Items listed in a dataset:
'''

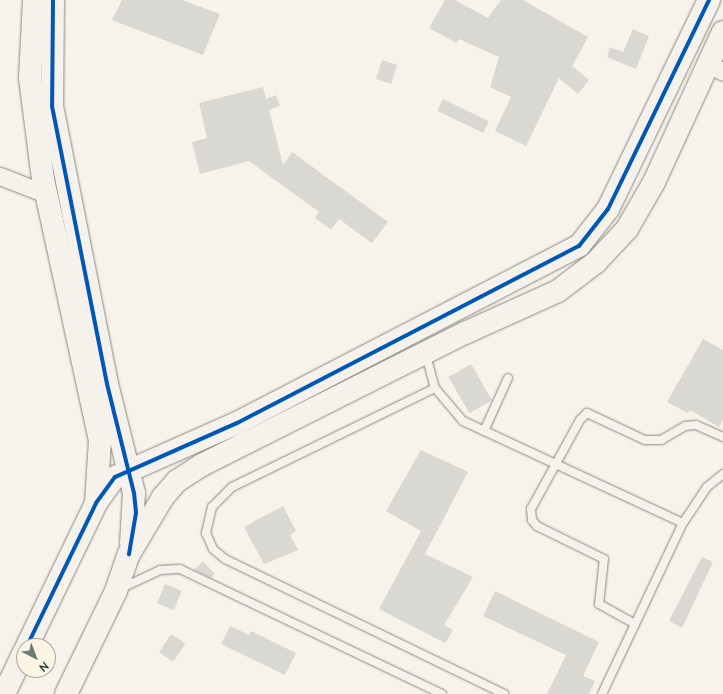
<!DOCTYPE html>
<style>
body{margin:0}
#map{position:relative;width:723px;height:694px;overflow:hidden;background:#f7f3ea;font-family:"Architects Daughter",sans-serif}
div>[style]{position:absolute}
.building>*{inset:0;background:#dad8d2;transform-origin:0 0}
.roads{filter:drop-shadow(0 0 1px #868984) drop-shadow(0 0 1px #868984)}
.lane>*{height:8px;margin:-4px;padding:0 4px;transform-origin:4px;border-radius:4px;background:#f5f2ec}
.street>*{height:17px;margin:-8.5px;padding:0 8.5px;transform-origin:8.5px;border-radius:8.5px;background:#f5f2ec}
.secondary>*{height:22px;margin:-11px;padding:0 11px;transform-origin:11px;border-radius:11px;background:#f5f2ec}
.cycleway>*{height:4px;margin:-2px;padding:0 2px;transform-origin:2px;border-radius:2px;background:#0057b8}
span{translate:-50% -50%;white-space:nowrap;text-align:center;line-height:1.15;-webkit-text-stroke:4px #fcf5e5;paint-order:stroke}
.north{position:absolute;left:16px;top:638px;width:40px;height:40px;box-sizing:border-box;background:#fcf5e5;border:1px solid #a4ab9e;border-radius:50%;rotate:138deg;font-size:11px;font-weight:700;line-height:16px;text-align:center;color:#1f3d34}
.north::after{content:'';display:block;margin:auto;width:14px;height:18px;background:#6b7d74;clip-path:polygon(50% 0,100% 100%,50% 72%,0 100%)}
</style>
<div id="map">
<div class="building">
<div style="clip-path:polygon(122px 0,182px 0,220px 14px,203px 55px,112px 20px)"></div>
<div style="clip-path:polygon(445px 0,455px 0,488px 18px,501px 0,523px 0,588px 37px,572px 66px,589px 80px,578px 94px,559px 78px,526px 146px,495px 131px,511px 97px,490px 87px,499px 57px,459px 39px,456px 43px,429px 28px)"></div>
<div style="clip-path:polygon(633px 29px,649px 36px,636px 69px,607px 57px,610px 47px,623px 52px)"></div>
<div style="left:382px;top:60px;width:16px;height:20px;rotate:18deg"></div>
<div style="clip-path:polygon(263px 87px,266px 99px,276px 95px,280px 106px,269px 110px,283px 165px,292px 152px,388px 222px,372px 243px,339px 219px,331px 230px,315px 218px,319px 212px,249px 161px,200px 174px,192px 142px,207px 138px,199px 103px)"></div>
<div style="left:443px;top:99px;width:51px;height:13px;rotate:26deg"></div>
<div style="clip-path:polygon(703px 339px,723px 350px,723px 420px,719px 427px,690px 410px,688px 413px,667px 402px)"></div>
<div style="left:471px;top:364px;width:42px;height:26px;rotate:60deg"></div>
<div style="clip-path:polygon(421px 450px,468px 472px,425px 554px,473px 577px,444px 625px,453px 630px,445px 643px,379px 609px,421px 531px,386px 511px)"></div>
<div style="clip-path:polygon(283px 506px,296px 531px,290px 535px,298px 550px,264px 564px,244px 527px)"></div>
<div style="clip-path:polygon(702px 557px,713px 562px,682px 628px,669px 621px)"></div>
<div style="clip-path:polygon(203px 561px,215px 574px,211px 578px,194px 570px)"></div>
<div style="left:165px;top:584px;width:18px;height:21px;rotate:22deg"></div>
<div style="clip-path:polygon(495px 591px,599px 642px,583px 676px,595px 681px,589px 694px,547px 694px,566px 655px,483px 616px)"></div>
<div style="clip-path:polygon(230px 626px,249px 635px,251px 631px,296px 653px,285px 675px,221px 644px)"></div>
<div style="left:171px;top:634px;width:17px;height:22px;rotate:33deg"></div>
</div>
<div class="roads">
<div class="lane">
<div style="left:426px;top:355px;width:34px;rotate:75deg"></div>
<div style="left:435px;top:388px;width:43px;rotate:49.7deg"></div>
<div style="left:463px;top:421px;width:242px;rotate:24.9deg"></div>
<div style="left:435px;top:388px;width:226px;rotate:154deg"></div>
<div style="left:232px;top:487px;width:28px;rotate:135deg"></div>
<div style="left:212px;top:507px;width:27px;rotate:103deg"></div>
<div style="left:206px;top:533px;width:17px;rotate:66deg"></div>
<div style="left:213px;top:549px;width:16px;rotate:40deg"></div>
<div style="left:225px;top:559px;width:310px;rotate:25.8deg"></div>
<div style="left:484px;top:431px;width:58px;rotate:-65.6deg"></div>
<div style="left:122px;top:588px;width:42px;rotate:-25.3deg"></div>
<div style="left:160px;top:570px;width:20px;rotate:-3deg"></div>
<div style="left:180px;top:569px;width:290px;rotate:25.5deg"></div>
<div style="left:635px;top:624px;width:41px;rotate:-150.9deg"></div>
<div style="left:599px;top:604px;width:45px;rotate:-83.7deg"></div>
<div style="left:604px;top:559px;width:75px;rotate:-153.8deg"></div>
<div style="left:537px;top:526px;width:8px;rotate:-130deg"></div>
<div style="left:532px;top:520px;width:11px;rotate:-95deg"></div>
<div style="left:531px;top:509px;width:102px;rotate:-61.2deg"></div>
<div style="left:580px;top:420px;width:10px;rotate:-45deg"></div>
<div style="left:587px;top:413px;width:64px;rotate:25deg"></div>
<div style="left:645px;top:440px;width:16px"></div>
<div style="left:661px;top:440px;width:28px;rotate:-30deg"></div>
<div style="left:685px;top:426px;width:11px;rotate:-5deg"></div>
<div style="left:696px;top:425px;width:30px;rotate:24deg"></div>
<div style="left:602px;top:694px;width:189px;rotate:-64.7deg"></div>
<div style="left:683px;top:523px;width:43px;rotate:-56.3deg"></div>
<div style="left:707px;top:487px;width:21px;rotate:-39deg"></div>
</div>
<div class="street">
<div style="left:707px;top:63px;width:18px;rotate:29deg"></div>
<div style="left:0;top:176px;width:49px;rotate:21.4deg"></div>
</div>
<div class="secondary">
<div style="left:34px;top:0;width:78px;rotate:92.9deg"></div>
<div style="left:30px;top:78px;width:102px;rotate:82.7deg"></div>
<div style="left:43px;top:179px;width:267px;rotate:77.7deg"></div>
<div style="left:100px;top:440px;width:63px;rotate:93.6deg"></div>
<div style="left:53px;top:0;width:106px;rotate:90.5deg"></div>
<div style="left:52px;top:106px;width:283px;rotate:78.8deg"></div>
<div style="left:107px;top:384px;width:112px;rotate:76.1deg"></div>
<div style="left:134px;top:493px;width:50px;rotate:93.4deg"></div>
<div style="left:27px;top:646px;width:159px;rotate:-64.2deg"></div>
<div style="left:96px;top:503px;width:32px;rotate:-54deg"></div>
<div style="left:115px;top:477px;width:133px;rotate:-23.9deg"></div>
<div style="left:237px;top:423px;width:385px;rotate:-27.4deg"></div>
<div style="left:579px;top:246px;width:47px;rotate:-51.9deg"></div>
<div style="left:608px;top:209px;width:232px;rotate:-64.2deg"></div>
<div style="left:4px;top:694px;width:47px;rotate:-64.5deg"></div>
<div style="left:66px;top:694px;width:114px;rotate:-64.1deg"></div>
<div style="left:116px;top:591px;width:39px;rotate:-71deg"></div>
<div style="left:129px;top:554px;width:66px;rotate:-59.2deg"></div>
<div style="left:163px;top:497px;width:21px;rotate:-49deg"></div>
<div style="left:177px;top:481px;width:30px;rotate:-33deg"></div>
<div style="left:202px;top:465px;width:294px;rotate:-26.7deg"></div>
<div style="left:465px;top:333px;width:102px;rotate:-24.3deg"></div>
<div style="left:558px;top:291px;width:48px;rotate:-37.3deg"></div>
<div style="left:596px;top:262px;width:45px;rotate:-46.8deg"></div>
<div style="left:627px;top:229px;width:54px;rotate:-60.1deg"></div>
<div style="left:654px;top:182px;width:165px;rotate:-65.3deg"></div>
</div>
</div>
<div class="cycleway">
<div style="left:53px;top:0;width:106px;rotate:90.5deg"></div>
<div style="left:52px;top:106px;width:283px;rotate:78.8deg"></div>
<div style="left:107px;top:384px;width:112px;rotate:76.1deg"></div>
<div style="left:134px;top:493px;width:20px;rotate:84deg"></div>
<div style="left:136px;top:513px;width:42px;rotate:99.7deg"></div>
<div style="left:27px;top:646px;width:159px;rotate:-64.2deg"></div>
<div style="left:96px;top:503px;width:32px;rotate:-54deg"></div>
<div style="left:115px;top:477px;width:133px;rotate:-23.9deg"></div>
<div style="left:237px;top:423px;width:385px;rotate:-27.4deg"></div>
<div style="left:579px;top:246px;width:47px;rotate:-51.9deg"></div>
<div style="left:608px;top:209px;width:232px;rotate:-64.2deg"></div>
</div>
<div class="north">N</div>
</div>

'''

__Task description__: Write out nothing but the lines from the start of the data through the line with "1px #868984) drop-shadow(0". Leave out the pictures.

__Task output__:
<!DOCTYPE html>
<style>
body{margin:0}
#map{position:relative;width:723px;height:694px;overflow:hidden;background:#f7f3ea;font-family:"Architects Daughter",sans-serif}
div>[style]{position:absolute}
.building>*{inset:0;background:#dad8d2;transform-origin:0 0}
.roads{filter:drop-shadow(0 0 1px #868984) drop-shadow(0 0 1px #868984)}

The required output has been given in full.